## What this task involves
Every line from the one containing "position:relative; width:639px; height:1349px;" to the one containing "transform-origin:6px; border-radius:6px; background:#fff" in the records below, both included, must be set down exactly, and no other line.

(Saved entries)
┄┄┄┄┄┄┄┄┄┄┄┄┄┄┄┄┄┄┄┄
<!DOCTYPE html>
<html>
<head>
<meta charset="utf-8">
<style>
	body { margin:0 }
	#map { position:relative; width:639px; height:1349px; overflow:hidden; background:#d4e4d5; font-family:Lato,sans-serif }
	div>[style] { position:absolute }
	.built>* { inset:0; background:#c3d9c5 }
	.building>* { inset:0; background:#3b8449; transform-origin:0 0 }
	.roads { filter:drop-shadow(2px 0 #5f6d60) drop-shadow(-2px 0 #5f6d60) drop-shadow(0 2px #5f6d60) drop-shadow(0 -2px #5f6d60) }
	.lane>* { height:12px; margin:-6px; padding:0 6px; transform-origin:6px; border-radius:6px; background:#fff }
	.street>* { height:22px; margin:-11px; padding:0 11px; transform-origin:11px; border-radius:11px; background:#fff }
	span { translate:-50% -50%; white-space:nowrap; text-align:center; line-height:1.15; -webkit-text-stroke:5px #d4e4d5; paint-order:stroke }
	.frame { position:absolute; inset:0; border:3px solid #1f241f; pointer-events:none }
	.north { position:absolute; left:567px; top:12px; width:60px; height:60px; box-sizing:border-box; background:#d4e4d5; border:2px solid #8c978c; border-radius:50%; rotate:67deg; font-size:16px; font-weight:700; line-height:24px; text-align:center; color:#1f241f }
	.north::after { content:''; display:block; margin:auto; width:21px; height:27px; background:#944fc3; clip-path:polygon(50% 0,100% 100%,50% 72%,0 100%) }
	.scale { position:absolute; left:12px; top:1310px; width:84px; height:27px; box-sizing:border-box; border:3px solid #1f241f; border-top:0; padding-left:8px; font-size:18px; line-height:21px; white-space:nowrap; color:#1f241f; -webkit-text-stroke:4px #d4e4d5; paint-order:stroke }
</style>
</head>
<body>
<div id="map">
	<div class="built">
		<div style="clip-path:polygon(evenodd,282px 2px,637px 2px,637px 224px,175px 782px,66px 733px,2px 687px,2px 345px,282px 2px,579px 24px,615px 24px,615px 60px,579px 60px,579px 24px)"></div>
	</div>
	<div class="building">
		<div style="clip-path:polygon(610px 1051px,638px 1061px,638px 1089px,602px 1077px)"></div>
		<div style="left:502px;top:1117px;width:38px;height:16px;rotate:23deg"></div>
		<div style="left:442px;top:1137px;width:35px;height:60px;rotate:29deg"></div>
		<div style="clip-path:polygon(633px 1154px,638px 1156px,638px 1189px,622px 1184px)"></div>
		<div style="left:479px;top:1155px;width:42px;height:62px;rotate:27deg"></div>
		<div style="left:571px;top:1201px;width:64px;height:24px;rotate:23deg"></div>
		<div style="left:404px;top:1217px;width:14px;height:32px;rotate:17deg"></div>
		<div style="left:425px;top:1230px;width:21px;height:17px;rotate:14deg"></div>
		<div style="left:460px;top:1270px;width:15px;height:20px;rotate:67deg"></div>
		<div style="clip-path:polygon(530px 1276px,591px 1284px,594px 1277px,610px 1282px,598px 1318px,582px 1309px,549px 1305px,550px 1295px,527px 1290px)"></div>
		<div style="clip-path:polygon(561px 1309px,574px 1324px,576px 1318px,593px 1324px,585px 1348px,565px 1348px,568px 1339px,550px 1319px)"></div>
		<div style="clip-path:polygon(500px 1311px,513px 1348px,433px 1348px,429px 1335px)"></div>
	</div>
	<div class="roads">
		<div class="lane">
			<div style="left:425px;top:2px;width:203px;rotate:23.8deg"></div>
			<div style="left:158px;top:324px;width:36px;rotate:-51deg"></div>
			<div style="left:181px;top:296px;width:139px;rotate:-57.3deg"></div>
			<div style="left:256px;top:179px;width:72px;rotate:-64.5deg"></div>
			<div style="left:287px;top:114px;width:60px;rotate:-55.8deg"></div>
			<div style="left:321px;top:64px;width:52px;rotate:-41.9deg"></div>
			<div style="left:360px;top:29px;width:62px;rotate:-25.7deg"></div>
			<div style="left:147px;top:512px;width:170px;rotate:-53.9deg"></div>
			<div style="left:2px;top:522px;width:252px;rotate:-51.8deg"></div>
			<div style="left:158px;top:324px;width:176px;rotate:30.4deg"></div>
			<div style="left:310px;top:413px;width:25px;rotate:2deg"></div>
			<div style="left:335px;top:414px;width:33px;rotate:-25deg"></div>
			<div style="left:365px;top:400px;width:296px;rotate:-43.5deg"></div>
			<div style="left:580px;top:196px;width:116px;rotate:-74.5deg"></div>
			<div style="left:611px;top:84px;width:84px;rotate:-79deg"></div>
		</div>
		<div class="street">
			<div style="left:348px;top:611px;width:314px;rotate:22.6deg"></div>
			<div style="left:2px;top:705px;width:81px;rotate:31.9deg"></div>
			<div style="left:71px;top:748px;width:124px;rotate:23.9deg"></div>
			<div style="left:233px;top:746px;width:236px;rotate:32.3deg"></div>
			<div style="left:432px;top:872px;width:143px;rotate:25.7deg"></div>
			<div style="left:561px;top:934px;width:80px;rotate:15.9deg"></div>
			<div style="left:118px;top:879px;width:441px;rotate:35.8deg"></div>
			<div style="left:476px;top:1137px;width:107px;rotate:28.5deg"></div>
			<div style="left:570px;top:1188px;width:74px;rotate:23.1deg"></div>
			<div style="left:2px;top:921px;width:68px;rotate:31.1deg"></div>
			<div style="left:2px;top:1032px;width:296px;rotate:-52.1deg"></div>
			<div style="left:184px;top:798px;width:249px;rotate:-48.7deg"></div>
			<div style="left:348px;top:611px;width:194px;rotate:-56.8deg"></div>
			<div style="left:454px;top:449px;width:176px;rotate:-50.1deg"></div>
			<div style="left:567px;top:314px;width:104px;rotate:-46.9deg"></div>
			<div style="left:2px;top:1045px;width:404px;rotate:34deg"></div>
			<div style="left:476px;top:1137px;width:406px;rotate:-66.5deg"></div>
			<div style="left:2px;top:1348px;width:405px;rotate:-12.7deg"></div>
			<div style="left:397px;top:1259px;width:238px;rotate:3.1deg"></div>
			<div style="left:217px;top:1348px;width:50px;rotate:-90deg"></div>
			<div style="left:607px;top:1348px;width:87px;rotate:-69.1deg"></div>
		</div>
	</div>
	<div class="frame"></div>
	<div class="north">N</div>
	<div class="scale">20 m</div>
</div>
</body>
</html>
┄┄┄┄┄┄┄┄┄┄┄┄┄┄┄┄┄┄┄┄
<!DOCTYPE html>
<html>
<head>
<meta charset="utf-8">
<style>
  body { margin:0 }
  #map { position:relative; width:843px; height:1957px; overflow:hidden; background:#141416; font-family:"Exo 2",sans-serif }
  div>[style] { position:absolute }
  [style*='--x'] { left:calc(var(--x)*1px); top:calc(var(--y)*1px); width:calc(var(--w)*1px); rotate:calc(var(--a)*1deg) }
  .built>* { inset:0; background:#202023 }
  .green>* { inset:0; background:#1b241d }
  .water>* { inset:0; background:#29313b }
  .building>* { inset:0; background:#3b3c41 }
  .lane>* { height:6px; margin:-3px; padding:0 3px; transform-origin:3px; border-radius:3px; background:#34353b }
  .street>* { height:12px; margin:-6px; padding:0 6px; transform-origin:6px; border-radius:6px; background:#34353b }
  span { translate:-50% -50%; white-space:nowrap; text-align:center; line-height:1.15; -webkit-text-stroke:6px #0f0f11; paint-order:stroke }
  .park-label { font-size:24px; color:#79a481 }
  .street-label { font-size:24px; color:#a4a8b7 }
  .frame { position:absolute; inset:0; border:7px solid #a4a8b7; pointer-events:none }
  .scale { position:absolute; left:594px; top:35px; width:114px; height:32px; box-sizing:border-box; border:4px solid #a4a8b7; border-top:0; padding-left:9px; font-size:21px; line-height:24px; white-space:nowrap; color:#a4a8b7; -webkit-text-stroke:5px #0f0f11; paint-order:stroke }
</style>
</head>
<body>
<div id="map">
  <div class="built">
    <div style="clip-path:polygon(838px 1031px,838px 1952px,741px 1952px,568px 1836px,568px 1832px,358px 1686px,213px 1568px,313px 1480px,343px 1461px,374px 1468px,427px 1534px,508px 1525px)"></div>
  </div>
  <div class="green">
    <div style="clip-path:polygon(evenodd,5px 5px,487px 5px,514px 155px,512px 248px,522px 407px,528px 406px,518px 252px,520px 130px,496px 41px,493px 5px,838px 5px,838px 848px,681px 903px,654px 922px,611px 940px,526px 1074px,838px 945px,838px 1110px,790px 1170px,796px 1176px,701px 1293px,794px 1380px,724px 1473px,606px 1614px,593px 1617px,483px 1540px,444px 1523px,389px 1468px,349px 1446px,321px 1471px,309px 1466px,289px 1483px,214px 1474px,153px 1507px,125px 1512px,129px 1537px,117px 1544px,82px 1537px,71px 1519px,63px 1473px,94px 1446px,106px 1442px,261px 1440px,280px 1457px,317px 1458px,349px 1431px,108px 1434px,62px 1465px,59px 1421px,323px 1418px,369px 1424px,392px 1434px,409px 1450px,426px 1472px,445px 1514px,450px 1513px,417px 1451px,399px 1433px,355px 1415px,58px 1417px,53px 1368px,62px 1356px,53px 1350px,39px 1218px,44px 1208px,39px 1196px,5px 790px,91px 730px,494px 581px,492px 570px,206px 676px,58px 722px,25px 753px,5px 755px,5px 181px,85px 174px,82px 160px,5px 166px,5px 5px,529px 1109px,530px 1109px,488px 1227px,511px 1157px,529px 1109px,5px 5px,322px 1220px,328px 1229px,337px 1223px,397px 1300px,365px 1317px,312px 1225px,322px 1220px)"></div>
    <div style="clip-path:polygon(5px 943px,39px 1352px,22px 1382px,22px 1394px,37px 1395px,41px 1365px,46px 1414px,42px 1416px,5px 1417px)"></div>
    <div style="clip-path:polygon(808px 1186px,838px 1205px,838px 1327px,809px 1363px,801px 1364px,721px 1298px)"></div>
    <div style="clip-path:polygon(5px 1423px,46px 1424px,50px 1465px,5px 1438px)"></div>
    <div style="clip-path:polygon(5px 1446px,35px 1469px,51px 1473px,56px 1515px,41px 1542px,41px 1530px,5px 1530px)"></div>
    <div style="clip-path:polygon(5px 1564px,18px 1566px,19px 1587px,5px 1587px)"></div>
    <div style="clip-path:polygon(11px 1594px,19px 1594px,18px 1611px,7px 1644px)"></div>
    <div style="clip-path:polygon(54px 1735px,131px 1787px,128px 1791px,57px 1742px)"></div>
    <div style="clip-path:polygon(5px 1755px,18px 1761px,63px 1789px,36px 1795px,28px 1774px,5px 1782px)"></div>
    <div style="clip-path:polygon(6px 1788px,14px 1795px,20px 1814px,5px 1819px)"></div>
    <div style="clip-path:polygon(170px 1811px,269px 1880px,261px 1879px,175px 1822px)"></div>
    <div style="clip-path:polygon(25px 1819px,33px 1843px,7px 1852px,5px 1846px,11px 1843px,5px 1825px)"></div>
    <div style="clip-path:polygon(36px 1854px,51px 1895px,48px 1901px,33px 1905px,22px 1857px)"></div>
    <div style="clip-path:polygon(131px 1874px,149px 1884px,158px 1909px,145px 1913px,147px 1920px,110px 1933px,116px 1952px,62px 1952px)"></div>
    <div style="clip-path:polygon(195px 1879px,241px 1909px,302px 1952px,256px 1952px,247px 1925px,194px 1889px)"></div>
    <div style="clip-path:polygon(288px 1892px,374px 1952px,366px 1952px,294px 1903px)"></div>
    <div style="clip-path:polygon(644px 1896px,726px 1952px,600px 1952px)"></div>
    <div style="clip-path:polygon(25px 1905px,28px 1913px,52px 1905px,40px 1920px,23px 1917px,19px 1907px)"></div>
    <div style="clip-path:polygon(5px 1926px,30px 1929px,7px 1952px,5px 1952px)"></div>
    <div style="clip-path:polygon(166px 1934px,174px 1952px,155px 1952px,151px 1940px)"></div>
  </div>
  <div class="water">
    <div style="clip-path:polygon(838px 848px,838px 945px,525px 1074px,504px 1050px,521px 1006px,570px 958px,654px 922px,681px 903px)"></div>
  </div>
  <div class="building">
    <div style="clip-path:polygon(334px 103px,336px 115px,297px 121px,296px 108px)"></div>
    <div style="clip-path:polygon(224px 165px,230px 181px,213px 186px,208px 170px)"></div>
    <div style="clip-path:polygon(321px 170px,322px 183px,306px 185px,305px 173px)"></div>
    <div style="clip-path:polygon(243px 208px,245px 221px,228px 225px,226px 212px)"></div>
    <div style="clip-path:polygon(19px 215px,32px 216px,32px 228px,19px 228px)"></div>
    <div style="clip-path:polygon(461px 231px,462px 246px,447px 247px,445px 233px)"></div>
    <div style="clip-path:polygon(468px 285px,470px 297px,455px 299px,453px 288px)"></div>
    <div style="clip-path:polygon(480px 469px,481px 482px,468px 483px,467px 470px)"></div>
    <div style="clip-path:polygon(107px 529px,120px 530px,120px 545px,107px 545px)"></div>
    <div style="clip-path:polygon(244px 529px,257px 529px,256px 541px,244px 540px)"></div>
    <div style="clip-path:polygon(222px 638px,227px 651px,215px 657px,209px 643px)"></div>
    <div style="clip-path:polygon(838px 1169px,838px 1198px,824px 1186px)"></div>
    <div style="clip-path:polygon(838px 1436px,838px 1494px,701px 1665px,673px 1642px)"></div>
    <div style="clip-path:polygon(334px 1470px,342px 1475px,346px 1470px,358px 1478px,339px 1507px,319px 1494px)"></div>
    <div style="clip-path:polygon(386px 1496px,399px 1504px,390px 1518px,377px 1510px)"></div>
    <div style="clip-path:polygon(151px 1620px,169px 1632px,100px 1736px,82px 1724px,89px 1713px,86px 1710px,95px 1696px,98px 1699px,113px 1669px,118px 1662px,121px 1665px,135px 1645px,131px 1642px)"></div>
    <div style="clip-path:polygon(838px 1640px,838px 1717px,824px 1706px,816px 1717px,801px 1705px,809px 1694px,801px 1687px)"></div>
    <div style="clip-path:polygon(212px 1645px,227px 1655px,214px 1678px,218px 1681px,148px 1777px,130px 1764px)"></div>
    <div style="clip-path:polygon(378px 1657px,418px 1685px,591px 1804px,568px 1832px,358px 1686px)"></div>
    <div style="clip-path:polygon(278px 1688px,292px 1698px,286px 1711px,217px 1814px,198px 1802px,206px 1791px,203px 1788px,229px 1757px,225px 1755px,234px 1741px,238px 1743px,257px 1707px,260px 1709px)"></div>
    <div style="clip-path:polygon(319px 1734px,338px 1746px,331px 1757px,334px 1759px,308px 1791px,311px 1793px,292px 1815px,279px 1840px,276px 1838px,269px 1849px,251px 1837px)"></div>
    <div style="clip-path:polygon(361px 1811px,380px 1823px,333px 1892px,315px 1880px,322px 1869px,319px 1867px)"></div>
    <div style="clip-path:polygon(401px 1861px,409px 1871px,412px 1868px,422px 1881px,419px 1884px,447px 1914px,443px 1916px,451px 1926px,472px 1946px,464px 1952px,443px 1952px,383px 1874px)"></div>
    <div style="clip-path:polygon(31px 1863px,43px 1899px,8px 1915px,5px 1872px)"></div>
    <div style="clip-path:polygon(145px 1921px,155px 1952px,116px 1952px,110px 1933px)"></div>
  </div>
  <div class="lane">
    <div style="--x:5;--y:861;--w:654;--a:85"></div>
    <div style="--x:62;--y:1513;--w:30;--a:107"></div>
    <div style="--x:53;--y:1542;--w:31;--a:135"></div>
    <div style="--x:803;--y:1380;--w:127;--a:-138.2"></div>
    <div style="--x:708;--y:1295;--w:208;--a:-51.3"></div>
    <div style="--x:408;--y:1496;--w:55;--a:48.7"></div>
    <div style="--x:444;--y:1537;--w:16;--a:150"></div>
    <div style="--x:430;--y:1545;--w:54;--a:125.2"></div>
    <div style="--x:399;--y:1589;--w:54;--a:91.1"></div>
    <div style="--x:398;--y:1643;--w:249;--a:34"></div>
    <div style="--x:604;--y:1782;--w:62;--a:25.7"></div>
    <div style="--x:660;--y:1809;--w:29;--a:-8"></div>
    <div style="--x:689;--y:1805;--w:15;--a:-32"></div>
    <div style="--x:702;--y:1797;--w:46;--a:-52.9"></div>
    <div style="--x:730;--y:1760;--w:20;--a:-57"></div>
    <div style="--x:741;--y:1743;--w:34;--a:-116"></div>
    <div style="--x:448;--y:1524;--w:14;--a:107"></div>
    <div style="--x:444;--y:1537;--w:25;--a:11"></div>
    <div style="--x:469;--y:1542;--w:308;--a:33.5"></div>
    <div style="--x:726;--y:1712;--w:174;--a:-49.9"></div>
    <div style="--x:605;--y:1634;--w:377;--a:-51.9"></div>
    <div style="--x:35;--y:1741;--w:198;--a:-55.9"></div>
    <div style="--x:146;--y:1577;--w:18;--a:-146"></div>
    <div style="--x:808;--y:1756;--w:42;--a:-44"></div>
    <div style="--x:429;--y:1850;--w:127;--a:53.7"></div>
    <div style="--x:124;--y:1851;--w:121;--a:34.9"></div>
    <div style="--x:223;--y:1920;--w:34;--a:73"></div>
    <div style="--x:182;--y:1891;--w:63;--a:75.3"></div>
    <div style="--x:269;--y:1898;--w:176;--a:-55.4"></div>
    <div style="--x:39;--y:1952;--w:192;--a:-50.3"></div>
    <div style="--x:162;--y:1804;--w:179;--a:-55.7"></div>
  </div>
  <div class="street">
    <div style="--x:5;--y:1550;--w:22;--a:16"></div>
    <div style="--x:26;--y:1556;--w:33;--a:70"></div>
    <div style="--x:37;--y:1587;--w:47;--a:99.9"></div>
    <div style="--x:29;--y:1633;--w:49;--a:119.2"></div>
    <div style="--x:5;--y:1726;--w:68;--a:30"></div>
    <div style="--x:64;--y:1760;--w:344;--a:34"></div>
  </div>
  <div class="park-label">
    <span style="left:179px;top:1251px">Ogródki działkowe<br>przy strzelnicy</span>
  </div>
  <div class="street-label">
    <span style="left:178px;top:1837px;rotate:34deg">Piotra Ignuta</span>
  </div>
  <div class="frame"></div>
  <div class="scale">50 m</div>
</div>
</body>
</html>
┄┄┄┄┄┄┄┄┄┄┄┄┄┄┄┄┄┄┄┄
## Exercise output
	#map { position:relative; width:639px; height:1349px; overflow:hidden; background:#d4e4d5; font-family:Lato,sans-serif }
	div>[style] { position:absolute }
	.built>* { inset:0; background:#c3d9c5 }
	.building>* { inset:0; background:#3b8449; transform-origin:0 0 }
	.roads { filter:drop-shadow(2px 0 #5f6d60) drop-shadow(-2px 0 #5f6d60) drop-shadow(0 2px #5f6d60) drop-shadow(0 -2px #5f6d60) }
	.lane>* { height:12px; margin:-6px; padding:0 6px; transform-origin:6px; border-radius:6px; background:#fff }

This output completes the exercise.